**How to complete this task:** Across the entries, how many lines have the string "stream" in them? Reply with only a number.
[[ Source material, beginning ]]
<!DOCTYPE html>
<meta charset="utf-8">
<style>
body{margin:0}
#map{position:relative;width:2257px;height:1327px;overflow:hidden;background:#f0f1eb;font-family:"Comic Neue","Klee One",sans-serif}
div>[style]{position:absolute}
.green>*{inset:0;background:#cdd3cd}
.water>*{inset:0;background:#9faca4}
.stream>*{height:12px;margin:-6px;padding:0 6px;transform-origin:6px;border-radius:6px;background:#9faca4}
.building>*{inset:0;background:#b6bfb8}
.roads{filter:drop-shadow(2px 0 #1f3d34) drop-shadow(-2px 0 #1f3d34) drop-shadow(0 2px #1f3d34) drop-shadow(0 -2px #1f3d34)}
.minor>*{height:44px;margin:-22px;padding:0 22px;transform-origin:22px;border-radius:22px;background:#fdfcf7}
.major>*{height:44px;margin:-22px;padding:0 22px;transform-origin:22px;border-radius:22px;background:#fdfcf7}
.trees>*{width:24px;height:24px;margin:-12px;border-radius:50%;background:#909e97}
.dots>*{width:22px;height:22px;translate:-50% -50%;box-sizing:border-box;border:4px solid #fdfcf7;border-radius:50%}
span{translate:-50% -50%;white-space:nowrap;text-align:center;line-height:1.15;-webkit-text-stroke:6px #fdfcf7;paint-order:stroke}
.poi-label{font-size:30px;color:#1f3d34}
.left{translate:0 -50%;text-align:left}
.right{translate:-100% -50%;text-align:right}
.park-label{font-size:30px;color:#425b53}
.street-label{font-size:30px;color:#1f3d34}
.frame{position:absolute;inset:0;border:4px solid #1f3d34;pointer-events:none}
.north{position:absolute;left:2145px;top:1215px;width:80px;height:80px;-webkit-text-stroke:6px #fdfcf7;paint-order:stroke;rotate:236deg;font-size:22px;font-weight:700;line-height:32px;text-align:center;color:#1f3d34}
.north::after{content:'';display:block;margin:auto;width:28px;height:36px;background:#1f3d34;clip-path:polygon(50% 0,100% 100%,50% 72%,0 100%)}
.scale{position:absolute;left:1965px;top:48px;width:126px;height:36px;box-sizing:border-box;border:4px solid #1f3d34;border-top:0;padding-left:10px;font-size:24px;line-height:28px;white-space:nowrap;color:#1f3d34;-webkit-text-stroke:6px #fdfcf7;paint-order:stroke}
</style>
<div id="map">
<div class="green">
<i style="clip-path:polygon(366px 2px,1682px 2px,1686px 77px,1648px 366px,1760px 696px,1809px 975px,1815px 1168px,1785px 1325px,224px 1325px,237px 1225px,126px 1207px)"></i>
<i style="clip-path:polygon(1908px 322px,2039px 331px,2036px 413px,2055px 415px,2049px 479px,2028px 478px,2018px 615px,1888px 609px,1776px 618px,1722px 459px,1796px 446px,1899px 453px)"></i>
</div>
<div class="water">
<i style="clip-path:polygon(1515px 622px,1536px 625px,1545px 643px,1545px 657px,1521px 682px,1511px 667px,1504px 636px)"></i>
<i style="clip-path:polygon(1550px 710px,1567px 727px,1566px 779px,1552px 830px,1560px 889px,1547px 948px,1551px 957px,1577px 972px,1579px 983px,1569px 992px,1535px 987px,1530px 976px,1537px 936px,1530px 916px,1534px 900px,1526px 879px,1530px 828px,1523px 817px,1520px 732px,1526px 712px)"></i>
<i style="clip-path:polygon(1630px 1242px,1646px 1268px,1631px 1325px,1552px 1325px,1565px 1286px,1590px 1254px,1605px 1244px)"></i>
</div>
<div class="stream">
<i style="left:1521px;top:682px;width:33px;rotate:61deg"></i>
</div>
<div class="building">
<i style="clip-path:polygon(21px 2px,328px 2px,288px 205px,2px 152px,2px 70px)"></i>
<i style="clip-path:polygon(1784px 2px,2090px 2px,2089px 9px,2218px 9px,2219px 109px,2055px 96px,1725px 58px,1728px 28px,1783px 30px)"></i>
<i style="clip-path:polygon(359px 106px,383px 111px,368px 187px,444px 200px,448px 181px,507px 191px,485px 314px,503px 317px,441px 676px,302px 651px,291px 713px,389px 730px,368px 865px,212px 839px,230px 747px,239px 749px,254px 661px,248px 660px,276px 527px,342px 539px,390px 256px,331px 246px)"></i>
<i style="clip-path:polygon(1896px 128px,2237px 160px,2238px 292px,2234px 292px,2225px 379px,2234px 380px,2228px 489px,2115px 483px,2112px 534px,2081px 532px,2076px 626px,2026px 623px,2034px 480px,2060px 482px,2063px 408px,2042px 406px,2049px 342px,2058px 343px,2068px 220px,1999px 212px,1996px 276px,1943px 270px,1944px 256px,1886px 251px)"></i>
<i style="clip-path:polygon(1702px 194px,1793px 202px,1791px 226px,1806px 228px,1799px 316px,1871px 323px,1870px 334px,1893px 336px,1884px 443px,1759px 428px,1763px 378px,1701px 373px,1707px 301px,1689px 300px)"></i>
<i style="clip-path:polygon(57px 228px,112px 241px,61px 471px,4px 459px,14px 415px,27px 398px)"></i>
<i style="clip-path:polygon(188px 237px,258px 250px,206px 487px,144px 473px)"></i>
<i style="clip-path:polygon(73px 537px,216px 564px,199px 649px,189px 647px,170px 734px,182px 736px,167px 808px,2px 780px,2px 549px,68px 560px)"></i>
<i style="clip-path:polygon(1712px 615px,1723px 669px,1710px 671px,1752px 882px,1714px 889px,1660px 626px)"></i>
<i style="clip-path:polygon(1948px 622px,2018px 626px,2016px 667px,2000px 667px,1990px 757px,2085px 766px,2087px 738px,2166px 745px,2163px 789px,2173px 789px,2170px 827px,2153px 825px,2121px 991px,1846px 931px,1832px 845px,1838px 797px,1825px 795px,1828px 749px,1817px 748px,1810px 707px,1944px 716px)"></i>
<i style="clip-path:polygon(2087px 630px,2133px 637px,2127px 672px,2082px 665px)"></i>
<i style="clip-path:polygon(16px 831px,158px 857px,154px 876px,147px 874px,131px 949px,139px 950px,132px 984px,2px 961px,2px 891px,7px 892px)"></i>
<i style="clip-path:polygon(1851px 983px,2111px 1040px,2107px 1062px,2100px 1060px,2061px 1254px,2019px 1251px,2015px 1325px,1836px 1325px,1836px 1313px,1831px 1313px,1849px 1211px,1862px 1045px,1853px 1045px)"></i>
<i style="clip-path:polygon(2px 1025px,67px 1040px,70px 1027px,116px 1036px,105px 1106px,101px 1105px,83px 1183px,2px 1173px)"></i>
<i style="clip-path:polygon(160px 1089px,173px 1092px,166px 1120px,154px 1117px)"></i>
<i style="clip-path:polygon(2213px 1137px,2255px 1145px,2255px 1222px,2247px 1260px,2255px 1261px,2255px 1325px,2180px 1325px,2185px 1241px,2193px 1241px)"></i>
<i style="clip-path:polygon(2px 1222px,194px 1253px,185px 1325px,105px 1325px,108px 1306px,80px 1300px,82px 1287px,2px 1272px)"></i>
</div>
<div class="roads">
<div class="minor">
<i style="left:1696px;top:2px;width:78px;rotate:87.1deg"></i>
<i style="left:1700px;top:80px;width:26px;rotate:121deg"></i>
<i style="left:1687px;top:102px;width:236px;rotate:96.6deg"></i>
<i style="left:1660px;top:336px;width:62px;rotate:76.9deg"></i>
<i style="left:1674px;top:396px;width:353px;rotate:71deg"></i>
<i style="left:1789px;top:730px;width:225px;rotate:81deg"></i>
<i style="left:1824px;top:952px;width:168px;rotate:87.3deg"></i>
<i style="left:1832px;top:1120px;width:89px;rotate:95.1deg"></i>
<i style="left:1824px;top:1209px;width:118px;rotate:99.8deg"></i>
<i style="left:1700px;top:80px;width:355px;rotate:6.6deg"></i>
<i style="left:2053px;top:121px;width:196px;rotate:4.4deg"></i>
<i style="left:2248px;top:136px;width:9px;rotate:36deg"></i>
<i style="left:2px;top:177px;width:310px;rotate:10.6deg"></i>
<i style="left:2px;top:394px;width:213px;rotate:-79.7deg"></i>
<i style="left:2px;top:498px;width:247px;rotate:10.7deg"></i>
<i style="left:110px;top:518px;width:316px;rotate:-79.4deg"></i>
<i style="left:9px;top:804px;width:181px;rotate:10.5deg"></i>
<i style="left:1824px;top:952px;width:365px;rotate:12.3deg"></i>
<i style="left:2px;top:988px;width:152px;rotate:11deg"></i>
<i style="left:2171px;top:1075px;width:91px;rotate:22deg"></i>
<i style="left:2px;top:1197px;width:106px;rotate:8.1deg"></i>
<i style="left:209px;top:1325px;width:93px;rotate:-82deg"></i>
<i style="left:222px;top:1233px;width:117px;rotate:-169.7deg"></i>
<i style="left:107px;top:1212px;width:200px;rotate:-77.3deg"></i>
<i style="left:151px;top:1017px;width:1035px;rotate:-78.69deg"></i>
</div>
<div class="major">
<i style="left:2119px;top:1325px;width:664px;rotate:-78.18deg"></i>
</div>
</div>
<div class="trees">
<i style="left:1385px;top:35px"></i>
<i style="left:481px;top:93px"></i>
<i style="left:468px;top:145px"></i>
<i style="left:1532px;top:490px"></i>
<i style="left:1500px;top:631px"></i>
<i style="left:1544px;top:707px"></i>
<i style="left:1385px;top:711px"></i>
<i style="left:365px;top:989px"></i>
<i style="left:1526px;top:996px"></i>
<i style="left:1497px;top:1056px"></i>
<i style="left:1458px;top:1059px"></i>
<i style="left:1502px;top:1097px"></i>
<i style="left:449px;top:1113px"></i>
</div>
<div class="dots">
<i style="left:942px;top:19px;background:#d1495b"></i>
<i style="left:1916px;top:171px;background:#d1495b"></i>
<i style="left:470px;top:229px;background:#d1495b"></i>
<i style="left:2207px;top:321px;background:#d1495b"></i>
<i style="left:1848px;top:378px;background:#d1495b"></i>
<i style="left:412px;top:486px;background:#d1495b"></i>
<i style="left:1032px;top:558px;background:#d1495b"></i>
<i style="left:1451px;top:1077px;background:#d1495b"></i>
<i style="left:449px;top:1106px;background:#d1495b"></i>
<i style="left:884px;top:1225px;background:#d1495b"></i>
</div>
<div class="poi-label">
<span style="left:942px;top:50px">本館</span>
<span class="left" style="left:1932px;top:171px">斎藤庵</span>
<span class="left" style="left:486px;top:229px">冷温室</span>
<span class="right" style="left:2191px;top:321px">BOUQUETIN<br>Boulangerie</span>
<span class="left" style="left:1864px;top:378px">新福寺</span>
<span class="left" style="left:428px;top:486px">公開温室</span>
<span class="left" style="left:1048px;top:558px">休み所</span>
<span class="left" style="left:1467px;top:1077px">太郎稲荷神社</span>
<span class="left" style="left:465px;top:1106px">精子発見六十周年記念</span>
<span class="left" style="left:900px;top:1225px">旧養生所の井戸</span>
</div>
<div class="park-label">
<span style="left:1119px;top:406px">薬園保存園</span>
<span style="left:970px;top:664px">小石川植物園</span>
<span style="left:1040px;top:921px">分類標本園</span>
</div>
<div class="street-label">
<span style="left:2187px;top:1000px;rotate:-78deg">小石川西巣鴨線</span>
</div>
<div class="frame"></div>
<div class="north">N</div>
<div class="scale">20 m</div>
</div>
[[ Source material, end ]]
**Written solution:** 2